Chief executive officer of WPP Sir Martin Sorrell is stepping aside after 33 years with the firm

The question now for his successor, WPP's investors and its tens of thousands of clients is whether the £15bn group can survive the departure of its founder and the dramatic changes the internet is bringing to the traditional world of advertising.

Sorrell had been in the midst of an unspecified investigation about "personal misconduct and misuse of company assets". These are methods his successor can not hope to be allowed to employ.

With WPP operating in more than countries, Sir Martin has cultivated a global reputation as a commentator on economic and political matters, forging relationships with government ministers, financiers and corporate bosses around the world.

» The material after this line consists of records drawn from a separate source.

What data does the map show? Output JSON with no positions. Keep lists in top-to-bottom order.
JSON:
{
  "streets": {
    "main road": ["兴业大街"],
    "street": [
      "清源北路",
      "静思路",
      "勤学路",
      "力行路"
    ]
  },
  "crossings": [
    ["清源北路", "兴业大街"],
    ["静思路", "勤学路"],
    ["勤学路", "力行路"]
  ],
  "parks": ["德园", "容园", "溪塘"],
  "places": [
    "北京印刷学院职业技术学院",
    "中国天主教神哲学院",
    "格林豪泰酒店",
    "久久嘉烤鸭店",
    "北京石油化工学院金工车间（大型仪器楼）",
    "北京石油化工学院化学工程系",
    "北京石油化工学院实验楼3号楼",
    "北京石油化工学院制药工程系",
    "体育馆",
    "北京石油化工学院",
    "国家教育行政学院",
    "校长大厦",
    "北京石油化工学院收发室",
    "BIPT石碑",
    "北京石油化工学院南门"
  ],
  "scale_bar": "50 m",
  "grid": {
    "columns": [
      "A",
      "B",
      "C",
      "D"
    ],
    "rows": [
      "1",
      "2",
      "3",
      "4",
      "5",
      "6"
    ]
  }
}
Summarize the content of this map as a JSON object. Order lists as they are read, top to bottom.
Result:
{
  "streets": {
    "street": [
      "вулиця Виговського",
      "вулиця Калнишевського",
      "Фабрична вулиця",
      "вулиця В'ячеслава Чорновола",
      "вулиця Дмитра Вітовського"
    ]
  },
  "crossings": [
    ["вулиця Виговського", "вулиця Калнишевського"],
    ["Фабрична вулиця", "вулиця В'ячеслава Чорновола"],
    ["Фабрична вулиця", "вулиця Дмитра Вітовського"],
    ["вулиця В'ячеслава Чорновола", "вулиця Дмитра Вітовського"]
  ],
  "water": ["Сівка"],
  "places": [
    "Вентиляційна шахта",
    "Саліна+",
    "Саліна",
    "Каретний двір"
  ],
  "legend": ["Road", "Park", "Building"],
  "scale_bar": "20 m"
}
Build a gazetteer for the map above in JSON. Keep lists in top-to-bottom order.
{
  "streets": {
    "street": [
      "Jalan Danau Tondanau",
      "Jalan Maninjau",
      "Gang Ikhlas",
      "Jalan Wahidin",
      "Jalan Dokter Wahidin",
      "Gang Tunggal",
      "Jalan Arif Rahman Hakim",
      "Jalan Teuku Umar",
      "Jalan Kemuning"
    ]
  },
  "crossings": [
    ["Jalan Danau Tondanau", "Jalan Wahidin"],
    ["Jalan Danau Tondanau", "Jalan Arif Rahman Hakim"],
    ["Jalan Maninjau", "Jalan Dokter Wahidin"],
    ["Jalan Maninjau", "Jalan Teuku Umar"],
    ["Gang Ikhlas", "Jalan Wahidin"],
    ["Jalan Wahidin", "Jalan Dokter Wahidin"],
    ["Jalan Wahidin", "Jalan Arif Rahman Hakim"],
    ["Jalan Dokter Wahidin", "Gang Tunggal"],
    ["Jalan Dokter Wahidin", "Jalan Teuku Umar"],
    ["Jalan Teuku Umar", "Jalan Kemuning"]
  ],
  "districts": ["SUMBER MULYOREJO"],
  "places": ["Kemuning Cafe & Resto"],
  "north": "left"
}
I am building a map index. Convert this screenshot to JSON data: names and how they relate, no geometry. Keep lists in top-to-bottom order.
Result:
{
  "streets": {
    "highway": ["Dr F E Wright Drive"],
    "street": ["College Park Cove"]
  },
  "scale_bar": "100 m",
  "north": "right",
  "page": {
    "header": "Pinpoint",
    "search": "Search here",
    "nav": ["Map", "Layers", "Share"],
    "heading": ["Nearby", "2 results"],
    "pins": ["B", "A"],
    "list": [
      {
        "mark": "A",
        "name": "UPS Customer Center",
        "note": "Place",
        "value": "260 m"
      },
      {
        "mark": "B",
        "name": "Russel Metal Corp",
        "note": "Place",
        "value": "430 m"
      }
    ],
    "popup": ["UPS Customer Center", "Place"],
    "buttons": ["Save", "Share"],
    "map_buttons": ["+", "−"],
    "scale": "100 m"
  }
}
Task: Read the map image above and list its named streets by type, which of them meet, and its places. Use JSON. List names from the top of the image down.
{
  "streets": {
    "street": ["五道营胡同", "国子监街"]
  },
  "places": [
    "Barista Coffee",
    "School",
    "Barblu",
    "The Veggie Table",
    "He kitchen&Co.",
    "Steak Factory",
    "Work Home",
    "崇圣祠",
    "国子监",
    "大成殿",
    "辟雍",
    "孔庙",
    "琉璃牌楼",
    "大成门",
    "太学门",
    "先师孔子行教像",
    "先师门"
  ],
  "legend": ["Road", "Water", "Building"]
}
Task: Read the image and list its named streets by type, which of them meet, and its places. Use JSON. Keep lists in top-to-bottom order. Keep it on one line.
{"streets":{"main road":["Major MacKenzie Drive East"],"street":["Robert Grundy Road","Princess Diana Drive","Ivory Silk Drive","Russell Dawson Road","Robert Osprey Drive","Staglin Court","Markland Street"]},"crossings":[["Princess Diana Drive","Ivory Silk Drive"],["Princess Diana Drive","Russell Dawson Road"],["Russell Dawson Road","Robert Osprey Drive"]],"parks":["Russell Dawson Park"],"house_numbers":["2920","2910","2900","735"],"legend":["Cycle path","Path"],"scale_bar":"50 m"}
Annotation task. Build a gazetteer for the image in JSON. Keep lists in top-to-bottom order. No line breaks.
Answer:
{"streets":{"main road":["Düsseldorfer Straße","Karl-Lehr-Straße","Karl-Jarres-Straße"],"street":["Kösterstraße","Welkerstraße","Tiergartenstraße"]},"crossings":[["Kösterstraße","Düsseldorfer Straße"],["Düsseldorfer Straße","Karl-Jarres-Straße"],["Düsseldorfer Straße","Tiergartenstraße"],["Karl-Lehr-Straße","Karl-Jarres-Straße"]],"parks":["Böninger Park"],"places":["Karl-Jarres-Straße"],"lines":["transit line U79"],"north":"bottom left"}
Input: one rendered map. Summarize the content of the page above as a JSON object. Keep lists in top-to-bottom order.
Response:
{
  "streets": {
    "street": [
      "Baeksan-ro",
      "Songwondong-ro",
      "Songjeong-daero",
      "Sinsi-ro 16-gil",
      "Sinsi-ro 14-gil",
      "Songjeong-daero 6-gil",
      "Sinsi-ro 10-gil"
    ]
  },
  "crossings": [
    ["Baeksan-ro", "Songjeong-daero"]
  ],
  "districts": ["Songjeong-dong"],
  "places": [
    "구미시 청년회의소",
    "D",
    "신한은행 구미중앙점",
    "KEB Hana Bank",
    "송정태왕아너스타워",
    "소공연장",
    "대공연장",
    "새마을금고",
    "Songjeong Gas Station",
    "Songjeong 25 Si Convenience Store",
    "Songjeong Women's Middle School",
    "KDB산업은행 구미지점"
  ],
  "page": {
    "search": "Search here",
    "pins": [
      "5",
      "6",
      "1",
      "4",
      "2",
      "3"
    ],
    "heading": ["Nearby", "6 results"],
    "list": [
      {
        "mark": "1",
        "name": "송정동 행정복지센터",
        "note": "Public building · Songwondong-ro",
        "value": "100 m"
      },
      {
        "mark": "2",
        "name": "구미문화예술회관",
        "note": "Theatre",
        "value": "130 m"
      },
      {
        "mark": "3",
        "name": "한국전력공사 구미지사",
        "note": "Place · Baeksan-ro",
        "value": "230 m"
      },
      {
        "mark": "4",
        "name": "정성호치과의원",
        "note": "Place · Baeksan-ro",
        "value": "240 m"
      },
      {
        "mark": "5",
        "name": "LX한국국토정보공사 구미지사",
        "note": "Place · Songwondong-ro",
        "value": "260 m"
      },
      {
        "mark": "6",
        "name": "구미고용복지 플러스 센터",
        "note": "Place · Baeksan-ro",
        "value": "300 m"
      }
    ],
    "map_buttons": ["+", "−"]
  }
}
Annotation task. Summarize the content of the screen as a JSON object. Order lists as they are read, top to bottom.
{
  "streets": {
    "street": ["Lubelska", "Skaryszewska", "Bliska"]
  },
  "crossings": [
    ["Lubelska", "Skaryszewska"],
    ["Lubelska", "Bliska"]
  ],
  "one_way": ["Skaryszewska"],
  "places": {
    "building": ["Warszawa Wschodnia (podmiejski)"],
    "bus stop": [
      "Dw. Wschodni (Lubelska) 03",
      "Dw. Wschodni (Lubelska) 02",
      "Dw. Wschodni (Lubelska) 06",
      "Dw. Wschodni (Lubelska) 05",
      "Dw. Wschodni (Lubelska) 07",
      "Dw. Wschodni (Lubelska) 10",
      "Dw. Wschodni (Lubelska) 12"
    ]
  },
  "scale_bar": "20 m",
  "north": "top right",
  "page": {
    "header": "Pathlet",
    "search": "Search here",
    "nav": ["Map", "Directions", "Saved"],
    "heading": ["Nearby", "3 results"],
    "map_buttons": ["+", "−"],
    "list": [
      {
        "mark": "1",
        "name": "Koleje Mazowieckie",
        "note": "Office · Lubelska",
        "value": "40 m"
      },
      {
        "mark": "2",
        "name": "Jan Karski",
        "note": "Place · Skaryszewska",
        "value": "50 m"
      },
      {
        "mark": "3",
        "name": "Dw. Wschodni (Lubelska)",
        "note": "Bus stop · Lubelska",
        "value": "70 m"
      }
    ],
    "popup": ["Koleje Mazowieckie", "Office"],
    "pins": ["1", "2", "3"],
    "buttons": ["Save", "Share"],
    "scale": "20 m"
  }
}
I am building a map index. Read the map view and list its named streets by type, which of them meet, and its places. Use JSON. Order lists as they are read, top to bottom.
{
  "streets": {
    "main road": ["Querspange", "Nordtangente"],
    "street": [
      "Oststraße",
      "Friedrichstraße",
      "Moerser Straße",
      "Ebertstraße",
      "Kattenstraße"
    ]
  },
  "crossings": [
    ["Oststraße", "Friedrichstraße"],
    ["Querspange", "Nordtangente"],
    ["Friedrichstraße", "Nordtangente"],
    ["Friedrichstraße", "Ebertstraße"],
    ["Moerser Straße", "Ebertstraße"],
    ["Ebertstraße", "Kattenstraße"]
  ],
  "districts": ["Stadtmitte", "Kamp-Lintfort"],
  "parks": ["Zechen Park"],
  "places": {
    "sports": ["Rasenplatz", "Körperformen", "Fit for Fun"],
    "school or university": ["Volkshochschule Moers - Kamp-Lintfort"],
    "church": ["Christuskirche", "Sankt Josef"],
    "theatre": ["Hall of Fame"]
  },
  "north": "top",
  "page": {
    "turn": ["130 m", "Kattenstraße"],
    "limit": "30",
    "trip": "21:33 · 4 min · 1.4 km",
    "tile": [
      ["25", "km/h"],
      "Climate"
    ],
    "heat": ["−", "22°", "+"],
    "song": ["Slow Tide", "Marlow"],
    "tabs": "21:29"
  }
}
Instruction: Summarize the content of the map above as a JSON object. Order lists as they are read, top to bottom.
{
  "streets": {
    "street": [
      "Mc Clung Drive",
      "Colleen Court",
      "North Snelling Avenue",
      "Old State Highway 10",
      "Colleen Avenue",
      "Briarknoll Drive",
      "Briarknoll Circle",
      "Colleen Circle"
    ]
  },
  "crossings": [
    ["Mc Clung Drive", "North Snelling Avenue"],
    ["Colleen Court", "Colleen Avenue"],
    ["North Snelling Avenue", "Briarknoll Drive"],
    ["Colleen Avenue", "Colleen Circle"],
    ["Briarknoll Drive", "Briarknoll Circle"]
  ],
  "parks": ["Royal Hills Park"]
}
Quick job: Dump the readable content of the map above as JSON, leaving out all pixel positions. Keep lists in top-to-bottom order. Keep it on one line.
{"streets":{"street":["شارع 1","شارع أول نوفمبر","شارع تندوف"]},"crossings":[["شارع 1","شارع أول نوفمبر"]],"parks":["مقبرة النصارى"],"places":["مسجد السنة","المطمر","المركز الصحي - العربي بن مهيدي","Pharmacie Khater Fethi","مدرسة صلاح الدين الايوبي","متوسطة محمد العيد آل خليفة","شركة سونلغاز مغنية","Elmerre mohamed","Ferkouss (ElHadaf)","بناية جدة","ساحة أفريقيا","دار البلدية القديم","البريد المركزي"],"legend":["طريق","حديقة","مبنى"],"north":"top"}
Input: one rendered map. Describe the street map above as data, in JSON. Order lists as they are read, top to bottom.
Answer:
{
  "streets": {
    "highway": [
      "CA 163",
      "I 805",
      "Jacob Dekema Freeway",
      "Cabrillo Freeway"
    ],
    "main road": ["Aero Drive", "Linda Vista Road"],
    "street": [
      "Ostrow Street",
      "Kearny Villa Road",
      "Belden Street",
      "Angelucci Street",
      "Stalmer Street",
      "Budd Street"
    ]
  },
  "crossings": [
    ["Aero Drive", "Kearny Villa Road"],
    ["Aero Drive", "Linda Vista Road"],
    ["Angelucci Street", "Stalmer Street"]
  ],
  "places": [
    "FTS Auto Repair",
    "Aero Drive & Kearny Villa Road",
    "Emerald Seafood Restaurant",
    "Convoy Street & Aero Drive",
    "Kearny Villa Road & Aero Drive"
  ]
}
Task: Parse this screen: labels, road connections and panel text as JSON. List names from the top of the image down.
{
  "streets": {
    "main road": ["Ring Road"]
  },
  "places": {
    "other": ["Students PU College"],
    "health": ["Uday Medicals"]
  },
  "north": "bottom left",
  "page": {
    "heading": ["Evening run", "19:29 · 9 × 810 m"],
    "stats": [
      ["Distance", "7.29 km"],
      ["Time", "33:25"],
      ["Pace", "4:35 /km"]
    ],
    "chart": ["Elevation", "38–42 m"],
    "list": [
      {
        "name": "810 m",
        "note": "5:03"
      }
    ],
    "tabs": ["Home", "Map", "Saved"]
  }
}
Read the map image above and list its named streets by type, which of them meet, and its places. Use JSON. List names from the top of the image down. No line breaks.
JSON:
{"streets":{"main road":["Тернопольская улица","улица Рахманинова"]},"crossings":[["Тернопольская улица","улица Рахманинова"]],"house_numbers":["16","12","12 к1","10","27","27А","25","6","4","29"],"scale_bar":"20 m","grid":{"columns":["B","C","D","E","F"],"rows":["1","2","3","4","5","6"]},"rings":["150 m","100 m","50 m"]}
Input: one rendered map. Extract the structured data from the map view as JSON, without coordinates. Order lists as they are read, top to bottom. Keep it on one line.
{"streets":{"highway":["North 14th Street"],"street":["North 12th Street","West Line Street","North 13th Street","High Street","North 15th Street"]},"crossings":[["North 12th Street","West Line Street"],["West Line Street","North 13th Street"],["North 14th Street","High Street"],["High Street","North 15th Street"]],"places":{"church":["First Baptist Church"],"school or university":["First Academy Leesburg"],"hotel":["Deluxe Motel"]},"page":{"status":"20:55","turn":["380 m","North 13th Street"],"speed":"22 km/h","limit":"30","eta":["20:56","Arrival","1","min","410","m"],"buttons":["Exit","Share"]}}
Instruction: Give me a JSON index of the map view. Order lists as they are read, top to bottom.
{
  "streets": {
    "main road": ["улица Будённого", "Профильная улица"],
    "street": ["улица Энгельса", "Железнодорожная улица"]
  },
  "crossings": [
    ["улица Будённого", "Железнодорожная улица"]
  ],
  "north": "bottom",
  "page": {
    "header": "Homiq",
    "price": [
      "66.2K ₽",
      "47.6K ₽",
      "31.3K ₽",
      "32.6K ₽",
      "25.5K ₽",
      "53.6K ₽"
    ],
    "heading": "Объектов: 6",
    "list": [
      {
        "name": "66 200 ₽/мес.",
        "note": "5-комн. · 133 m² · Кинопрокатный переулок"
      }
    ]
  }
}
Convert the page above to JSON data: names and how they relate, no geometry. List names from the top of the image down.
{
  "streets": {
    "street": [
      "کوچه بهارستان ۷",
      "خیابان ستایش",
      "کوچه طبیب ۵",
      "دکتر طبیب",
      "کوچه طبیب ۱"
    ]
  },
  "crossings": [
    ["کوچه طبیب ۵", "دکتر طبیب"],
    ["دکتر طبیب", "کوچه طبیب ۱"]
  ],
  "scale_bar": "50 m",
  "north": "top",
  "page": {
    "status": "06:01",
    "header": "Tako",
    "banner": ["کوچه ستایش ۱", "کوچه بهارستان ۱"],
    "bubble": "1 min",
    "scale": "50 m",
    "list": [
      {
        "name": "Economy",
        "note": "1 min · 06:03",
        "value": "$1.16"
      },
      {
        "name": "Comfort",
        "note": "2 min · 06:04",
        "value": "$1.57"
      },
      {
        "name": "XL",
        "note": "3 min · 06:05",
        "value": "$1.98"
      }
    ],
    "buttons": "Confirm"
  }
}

Sky News has learnt that WPP, which owns a string of worldwide advertising and media buying networks supplying numerous world's biggest companies, is preparing to announce Sir Martin's departure as soon as Saturday night.

"Finding someone who is a charisma machine with chief executives in the same way Martin is will be tough", said Claire Enders, the founder of Enders Analysis.

The company said Sir Martin will be treated as having retired, with chairman Roberto Quarta becoming executive chairman until a new chief executive has been appointed. "He was renowned for his financial acumen, but his PR skills were probably even stronger". (He is renowned for holding conversations while texting with clients and friends.) Today, WPP can be a worldwide advertisements behemoth with 130,000 workers in 112 countries, and a industry valuation of approximately 2-2 billion pounds, or about £ 31 billion.

WPP said the investigation, which regarded financial impropriety, had concluded.

In an email to WPP staff on Saturday night seen by Sky News, Sir Martin said it was "in the interest of our clients...and all our other stakeholders...for me to step aside". Sorrell rejected the allegations and said his commitment to the company which he founded 30 years ago, remains absolute. Sir Martin would of course assist with the transition. "Good fortune and Godspeed to all of you". He earned about 200 million pounds ($284 million) over the last five years, largely due to a lucrative performance-related bonus package.

The ad giant has been under pressure since it was forced to admit this month that it had launched... New-York based Omnicom Group Inc., another WPP competitor, recently consolidated the CEO and chairman role in John Wren, who has led the company for two decades.

"Mark and Andrew are both highly accomplished and experienced executives who have the board's complete confidence", Quarta said in an emailed note to employees, a copy of which was seen by Bloomberg.